Rose Wylie

Rose Wylie: “If it works, it works”

Short Profile

Name: Rose Wylie
DOB: 1934
Place of birth: Kent, England, United Kingdom
Occupation: Artist, painter

Rose Wylie's new exhibition, Car and Girls is on display until 19 February 2022 at David Zwirner's London location.

Ms. Wylie, looking at photos of your studio is an almost overwhelming experience — but the jumble of materials seems to inspire you. Would you say you thrive in chaos?

(Laughs) I’ve been in my studio some years, and stuff really accumulates; books, wine bottles, paintings, brushes… I’ve been wiping a brush off on the windows for years, so it looks like there’s a painting on the window, but there isn’t! Many years ago, I started working on the floor, and for me, that was very liberating. You walk on your canvases and it becomes a mess, and so do your feet. You become involved, you’re really in it — not just standing there looking at it, but really standing in the work. You can walk across it, you can work upside down, you can pour the paint directly onto the canvas and it won’t trickle off.

How did you discover that unique way of working?

I don’t plan very well, so I would often run out of space for my pieces on the wall. On the floor, you can just keep on extending. Somehow I’ve always felt like easels belonged to another time… I wanted to get away from anything to do with easels, or prepared canvases, or clean, white, primed bought canvases. I don’t stretch them, I work with them either on the floor or I just staple them on the walls, across cupboards and radiators to make more space. You can store them much more easily this way, too, and they cost less money. I think it was lack of space, lack of money, lack of everything, really, that made me do it.

“I think going on with one thing and exploring it as much as I possibly can is as difficult and challenging as bouncing around in all directions.”

Did you also feel limited by the size of a store-bought canvas? Some of your paintings these days can be several meters large…

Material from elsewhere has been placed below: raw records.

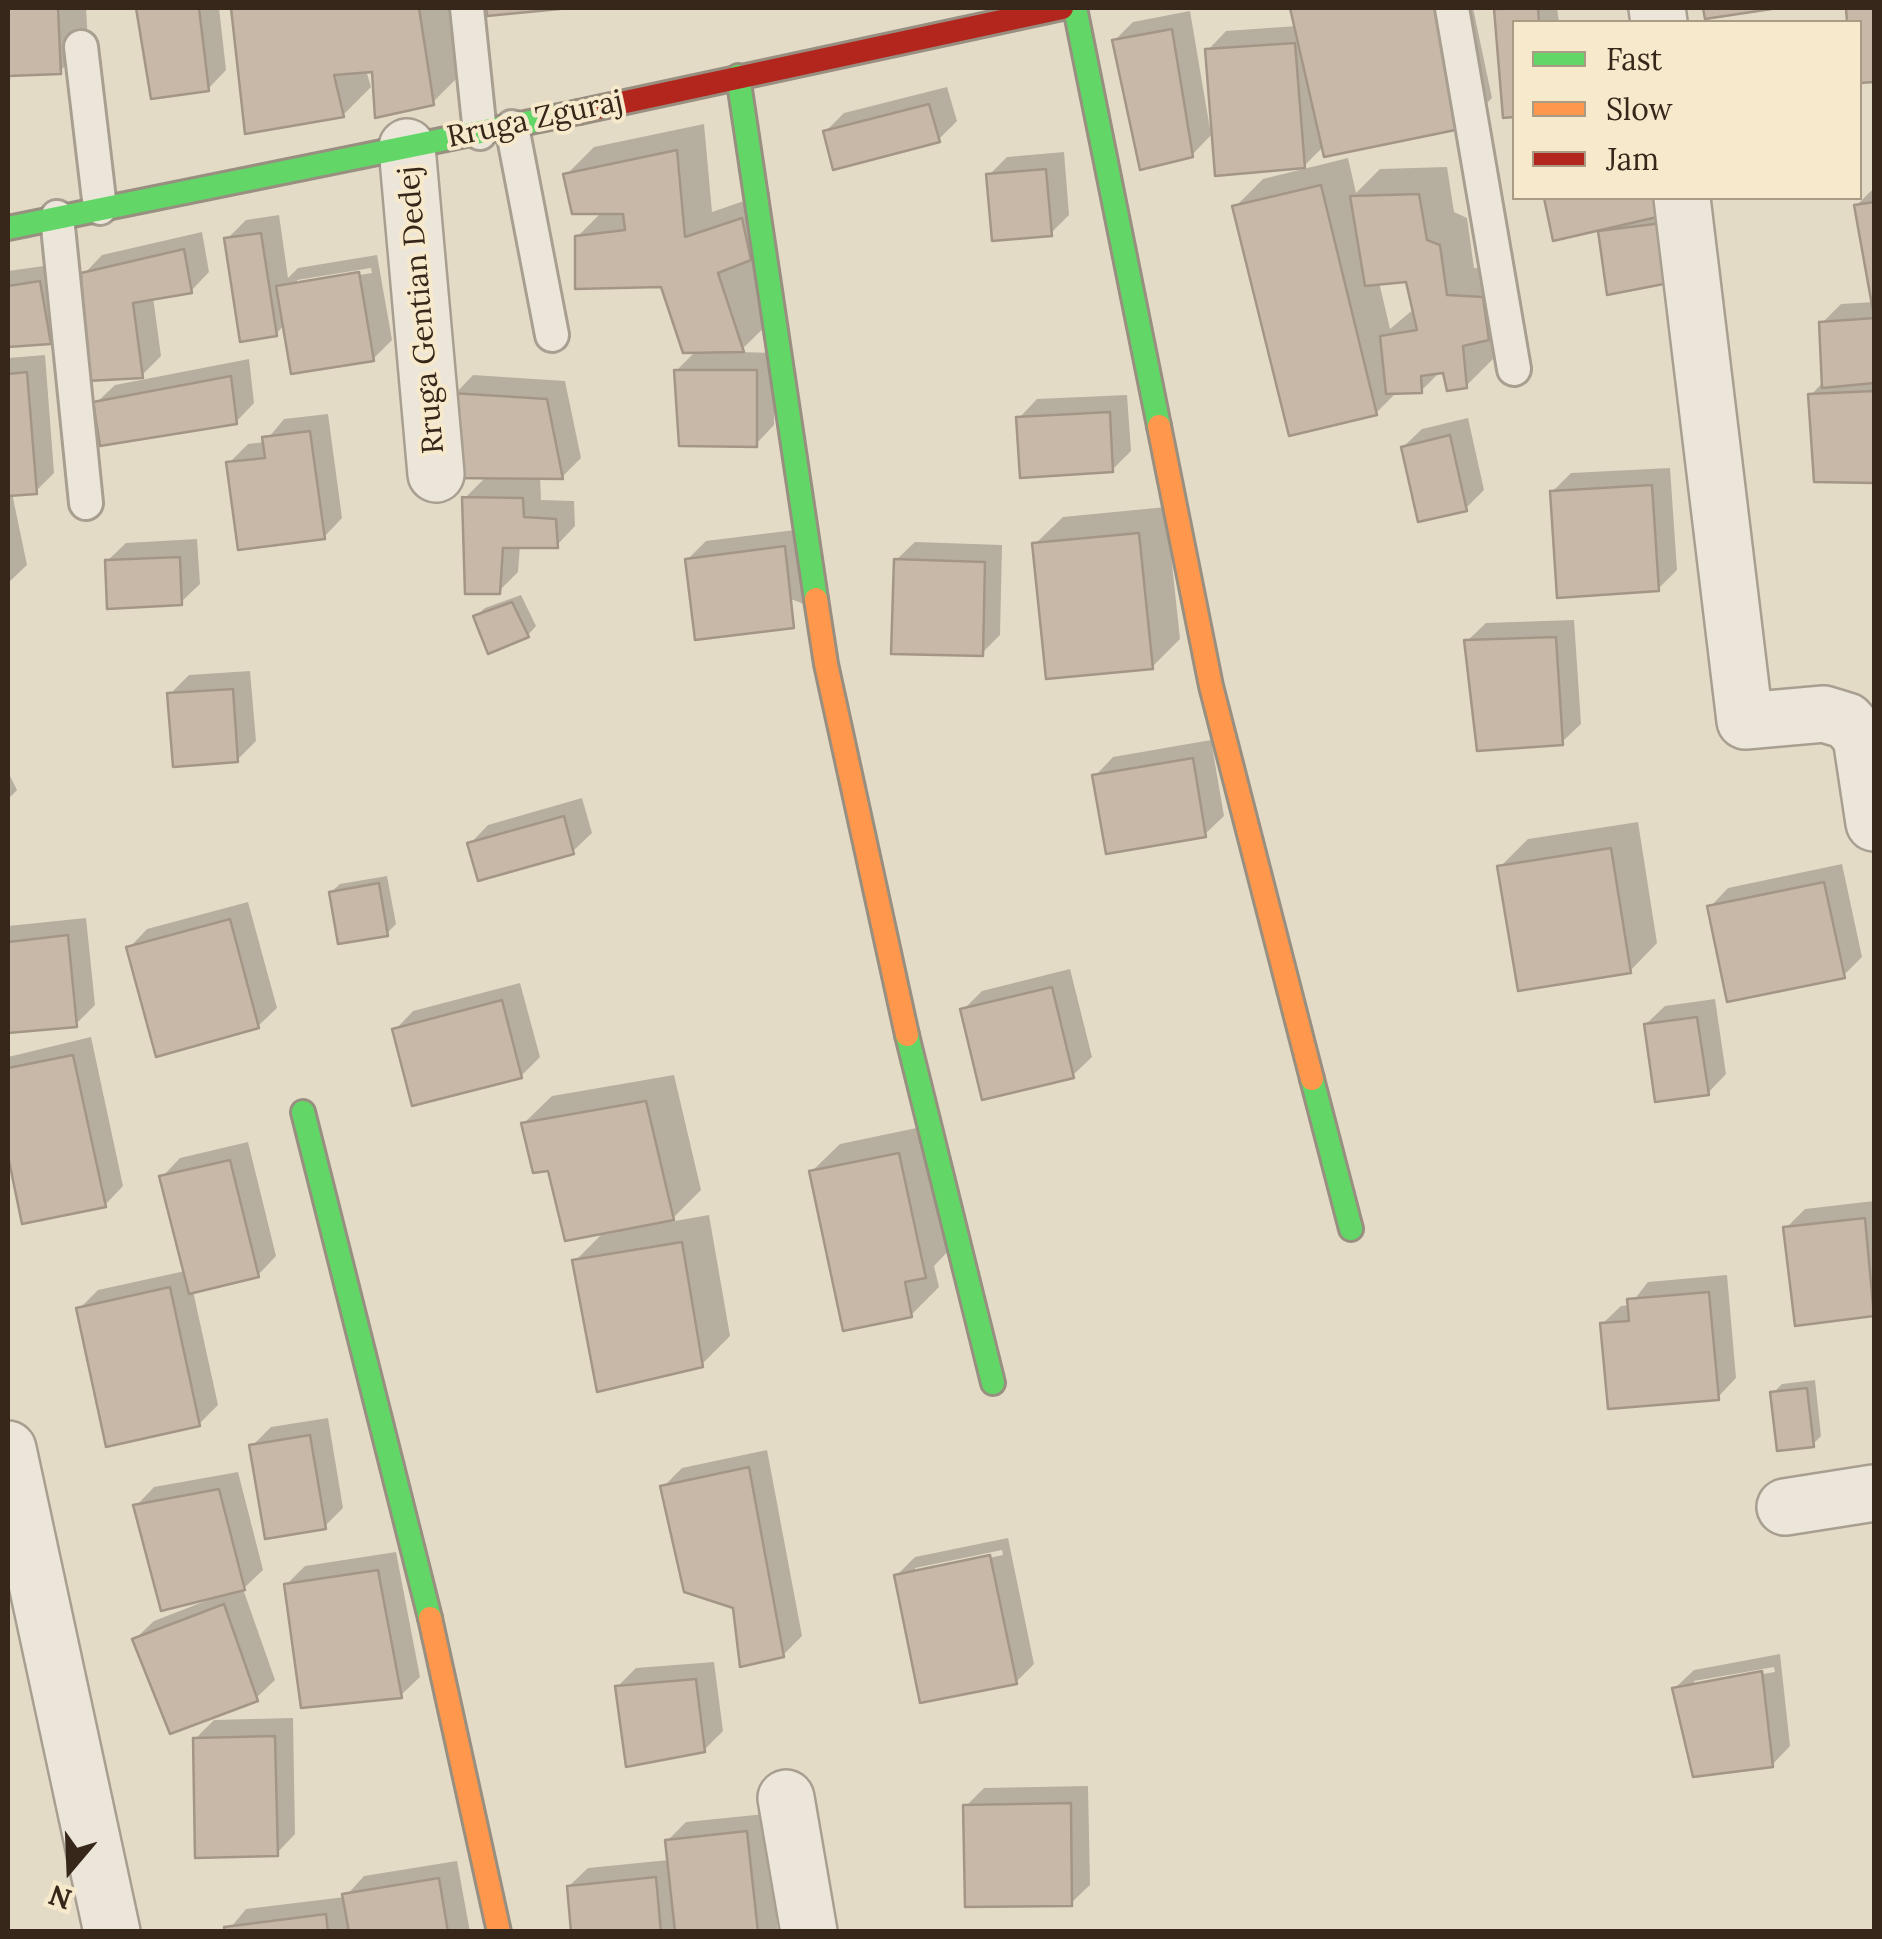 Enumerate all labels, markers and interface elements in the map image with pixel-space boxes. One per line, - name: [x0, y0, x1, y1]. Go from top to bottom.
- legend: [1512, 20, 1862, 200]
- text: Fast: [1606, 40, 1662, 78]
- street label: Rruga Zguraj: [444, 84, 626, 156]
- text: Slow: [1606, 90, 1672, 128]
- text: Jam: [1606, 140, 1659, 178]
- street label: Rruga Gentian Dedej: [391, 165, 453, 455]
- north arrow: [20, 1819, 120, 1919]
- text: N: [44, 1877, 76, 1918] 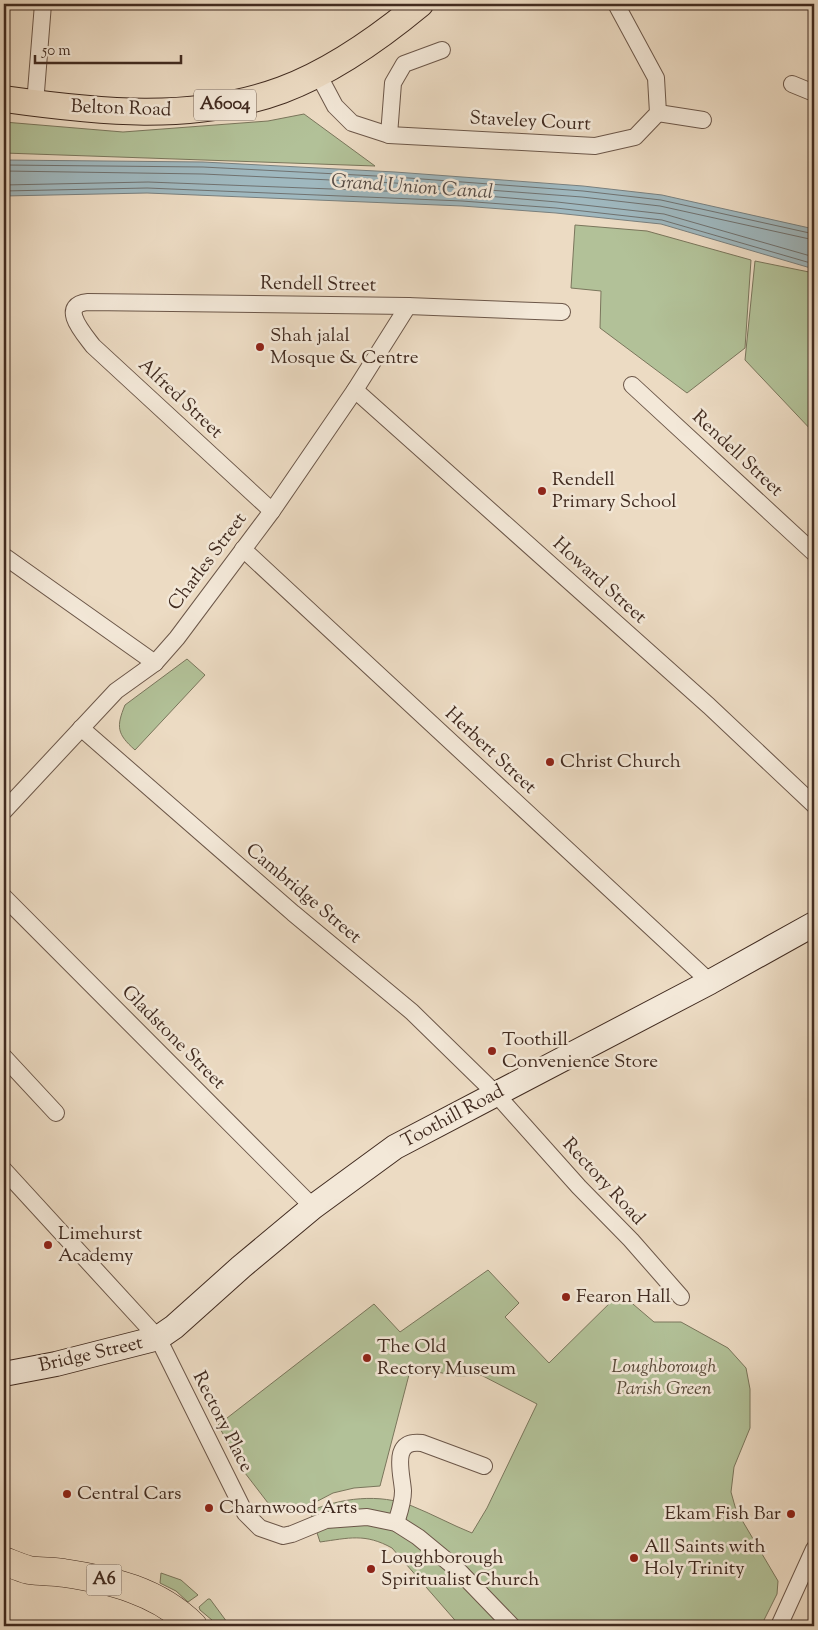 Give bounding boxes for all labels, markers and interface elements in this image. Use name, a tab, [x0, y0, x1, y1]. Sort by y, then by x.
scale bar	[35, 32, 181, 64]
text: 50 m	[41, 41, 71, 62]
road number: A6004	[194, 90, 256, 120]
street label: Belton Road	[70, 94, 172, 124]
street label: Staveley Court	[469, 105, 592, 139]
water label: Grand Union Canal	[330, 168, 494, 208]
street label: Rendell Street	[260, 270, 377, 300]
place label: Shah jalal Mosque & Centre	[270, 323, 419, 372]
marker: Shah jalal Mosque & Centre	[254, 341, 266, 353]
street label: Alfred Street	[132, 353, 229, 446]
street label: Rendell Street	[685, 405, 789, 504]
place label: Rendell Primary School	[552, 467, 677, 516]
marker: Rendell Primary School	[536, 485, 548, 497]
street label: Charles Street	[162, 507, 254, 617]
street label: Howard Street	[546, 531, 652, 631]
street label: Herbert Street	[438, 701, 542, 801]
place label: Christ Church	[560, 749, 681, 776]
marker: Christ Church	[544, 756, 556, 768]
street label: Cambridge Street	[239, 837, 367, 951]
street label: Gladstone Street	[115, 980, 231, 1096]
place label: Toothill Convenience Store	[502, 1027, 658, 1076]
marker: Toothill Convenience Store	[486, 1045, 498, 1057]
street label: Toothill Road	[397, 1078, 509, 1155]
street label: Rectory Road	[555, 1132, 651, 1232]
place label: Limehurst Academy	[58, 1221, 143, 1270]
marker: Limehurst Academy	[42, 1239, 54, 1251]
place label: Fearon Hall	[576, 1284, 671, 1311]
marker: Fearon Hall	[560, 1291, 572, 1303]
street label: Bridge Street	[36, 1330, 146, 1380]
place label: The Old Rectory Museum	[377, 1334, 516, 1383]
marker: The Old Rectory Museum	[361, 1352, 373, 1364]
park label: Loughborough Parish Green	[611, 1354, 717, 1403]
street label: Rectory Place	[185, 1367, 259, 1477]
place label: Central Cars	[77, 1481, 182, 1508]
marker: Central Cars	[61, 1488, 73, 1500]
place label: Charnwood Arts	[219, 1495, 357, 1522]
place label: Ekam Fish Bar	[664, 1501, 781, 1528]
marker: Charnwood Arts	[203, 1502, 215, 1514]
marker: Ekam Fish Bar	[785, 1508, 797, 1520]
place label: All Saints with Holy Trinity	[644, 1534, 766, 1583]
place label: Loughborough Spiritualist Church	[381, 1545, 540, 1594]
marker: All Saints with Holy Trinity	[628, 1552, 640, 1564]
marker: Loughborough Spiritualist Church	[365, 1563, 377, 1575]
road number: A6	[86, 1564, 122, 1596]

I like stuff to grow. I don’t like something to be circumscribed by the size before you even start. I don’t start with a structure, it’s just a piece of canvas and I can add bits to the bottom, or cut it into strips, or I start with a piece and then spread it out, so I’ve never thought of it in that way. I like spread, I like big, I like things to evolve. For example, I’ve been doing wall based sculptures for my current show, Car and Girls at David Zwirner Gallery — I was told years ago by a sculptor that my paintings were very sculptural, you know, I have quite isolated figures and they are very translatable into a single object. It’s easy to jump from the image in the painting to the sculptural finished project.

How has it been for you to explore that new dimension and new material with your work?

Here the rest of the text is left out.